Stored items from a collection:
══════════
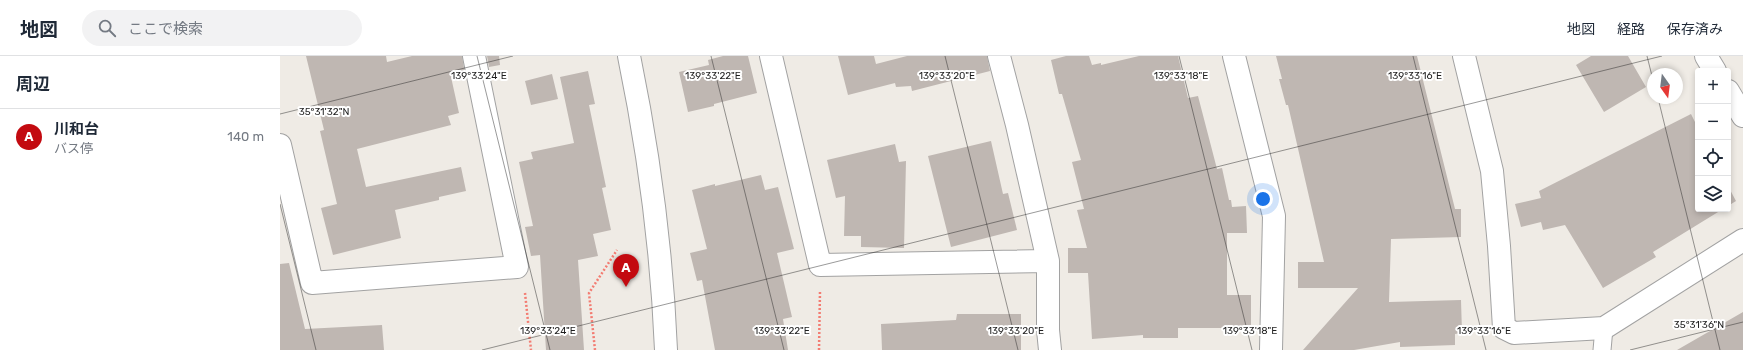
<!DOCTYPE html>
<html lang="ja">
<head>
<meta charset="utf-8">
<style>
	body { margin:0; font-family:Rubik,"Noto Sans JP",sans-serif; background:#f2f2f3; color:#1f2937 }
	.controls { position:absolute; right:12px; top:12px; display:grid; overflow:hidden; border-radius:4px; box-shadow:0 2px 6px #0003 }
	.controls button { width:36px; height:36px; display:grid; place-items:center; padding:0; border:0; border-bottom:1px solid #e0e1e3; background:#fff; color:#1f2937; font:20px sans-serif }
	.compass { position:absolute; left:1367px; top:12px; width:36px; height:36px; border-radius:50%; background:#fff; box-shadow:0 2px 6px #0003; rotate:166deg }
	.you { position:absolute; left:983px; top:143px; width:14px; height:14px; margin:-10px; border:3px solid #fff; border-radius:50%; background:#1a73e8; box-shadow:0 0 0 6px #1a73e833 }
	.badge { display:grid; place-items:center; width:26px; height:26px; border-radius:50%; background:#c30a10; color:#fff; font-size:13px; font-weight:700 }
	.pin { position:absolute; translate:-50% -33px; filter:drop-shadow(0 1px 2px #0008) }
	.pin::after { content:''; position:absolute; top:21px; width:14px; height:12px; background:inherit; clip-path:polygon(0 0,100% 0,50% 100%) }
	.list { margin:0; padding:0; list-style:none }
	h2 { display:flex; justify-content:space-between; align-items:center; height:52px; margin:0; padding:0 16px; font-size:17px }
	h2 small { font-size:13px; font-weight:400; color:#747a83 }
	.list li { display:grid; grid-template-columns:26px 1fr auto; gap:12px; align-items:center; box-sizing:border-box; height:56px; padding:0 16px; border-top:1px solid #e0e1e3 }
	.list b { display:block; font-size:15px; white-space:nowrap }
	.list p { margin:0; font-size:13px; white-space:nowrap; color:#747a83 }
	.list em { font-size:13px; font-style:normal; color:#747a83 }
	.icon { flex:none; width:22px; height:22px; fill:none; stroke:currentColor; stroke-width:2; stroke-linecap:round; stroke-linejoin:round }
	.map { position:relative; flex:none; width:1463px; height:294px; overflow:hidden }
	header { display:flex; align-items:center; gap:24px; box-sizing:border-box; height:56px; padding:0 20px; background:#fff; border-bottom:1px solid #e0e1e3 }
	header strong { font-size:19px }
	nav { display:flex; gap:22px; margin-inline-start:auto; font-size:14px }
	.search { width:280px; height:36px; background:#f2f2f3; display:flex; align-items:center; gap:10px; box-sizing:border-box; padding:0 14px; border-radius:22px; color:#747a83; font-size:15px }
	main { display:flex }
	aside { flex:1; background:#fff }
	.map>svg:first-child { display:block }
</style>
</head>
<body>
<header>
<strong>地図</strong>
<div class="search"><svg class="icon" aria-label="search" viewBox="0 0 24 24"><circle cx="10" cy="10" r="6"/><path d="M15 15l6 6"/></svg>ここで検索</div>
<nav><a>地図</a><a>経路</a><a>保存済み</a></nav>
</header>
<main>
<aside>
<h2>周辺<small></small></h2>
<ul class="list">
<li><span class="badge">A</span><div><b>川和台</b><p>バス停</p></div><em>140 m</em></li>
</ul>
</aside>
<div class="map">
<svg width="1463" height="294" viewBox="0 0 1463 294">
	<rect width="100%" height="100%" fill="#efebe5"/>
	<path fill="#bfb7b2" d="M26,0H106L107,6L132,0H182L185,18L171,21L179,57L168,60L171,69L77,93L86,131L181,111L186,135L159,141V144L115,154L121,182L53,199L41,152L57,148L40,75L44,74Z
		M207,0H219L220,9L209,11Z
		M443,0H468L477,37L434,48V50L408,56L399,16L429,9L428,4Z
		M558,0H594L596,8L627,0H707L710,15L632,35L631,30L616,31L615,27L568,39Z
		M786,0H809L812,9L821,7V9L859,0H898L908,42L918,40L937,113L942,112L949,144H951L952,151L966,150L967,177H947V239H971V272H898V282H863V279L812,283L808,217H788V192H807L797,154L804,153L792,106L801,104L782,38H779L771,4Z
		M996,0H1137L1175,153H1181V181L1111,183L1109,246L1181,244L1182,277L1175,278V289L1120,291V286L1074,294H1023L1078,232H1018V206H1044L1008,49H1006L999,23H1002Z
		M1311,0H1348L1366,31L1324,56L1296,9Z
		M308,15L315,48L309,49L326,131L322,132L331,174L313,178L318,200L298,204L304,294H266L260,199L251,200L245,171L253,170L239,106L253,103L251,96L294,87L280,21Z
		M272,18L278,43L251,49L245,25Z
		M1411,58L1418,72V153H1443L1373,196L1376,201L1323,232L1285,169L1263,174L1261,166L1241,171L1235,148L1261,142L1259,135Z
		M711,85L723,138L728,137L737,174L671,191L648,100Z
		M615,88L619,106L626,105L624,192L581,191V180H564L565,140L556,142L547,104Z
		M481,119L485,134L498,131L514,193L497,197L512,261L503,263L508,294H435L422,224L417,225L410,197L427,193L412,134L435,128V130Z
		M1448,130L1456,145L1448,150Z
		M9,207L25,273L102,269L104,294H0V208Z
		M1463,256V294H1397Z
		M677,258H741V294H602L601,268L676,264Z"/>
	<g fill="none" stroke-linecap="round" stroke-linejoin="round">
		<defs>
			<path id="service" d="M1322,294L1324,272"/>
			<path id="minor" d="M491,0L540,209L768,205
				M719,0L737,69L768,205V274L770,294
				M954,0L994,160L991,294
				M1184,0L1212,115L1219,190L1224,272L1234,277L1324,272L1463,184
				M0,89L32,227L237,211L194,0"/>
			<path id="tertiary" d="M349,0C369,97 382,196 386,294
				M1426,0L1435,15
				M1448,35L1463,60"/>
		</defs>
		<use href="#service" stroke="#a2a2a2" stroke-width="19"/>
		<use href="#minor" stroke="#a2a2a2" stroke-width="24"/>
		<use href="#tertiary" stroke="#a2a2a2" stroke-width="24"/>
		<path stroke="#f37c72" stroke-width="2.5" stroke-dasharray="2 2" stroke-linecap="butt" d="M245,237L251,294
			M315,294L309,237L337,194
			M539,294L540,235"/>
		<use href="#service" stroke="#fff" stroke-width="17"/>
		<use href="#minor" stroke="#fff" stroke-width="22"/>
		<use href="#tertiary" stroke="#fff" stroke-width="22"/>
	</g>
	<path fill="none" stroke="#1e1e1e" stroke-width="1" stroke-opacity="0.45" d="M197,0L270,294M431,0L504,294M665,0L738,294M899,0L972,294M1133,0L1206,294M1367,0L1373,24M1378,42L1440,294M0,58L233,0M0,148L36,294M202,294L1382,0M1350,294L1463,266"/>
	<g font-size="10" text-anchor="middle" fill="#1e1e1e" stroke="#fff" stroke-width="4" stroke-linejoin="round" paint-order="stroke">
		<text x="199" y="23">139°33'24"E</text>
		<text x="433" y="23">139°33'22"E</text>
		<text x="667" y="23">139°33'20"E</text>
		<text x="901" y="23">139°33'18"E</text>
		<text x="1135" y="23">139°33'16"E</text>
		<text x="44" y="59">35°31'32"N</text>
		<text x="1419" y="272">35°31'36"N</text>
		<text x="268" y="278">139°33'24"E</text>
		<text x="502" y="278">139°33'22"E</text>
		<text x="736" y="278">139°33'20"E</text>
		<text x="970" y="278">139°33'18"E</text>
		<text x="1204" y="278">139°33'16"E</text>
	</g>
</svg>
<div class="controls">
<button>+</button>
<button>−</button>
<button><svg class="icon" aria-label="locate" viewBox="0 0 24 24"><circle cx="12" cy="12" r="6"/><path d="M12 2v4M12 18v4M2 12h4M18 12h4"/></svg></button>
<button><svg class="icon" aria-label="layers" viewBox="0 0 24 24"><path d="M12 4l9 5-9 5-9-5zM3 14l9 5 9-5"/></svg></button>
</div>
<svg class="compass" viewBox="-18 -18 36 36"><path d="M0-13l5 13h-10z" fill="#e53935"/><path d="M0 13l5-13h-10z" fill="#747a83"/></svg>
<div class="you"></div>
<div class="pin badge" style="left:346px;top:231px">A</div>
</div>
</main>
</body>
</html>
══════════
• _About this exercise_:
Write out exactly the opening lines of the data, stopping after the line that holds "display:block; font-size:15px; white-space:nowrap". Exclude pictures.

• _Response area_:
<!DOCTYPE html>
<html lang="ja">
<head>
<meta charset="utf-8">
<style>
	body { margin:0; font-family:Rubik,"Noto Sans JP",sans-serif; background:#f2f2f3; color:#1f2937 }
	.controls { position:absolute; right:12px; top:12px; display:grid; overflow:hidden; border-radius:4px; box-shadow:0 2px 6px #0003 }
	.controls button { width:36px; height:36px; display:grid; place-items:center; padding:0; border:0; border-bottom:1px solid #e0e1e3; background:#fff; color:#1f2937; font:20px sans-serif }
	.compass { position:absolute; left:1367px; top:12px; width:36px; height:36px; border-radius:50%; background:#fff; box-shadow:0 2px 6px #0003; rotate:166deg }
	.you { position:absolute; left:983px; top:143px; width:14px; height:14px; margin:-10px; border:3px solid #fff; border-radius:50%; background:#1a73e8; box-shadow:0 0 0 6px #1a73e833 }
	.badge { display:grid; place-items:center; width:26px; height:26px; border-radius:50%; background:#c30a10; color:#fff; font-size:13px; font-weight:700 }
	.pin { position:absolute; translate:-50% -33px; filter:drop-shadow(0 1px 2px #0008) }
	.pin::after { content:''; position:absolute; top:21px; width:14px; height:12px; background:inherit; clip-path:polygon(0 0,100% 0,50% 100%) }
	.list { margin:0; padding:0; list-style:none }
	h2 { display:flex; justify-content:space-between; align-items:center; height:52px; margin:0; padding:0 16px; font-size:17px }
	h2 small { font-size:13px; font-weight:400; color:#747a83 }
	.list li { display:grid; grid-template-columns:26px 1fr auto; gap:12px; align-items:center; box-sizing:border-box; height:56px; padding:0 16px; border-top:1px solid #e0e1e3 }
	.list b { display:block; font-size:15px; white-space:nowrap }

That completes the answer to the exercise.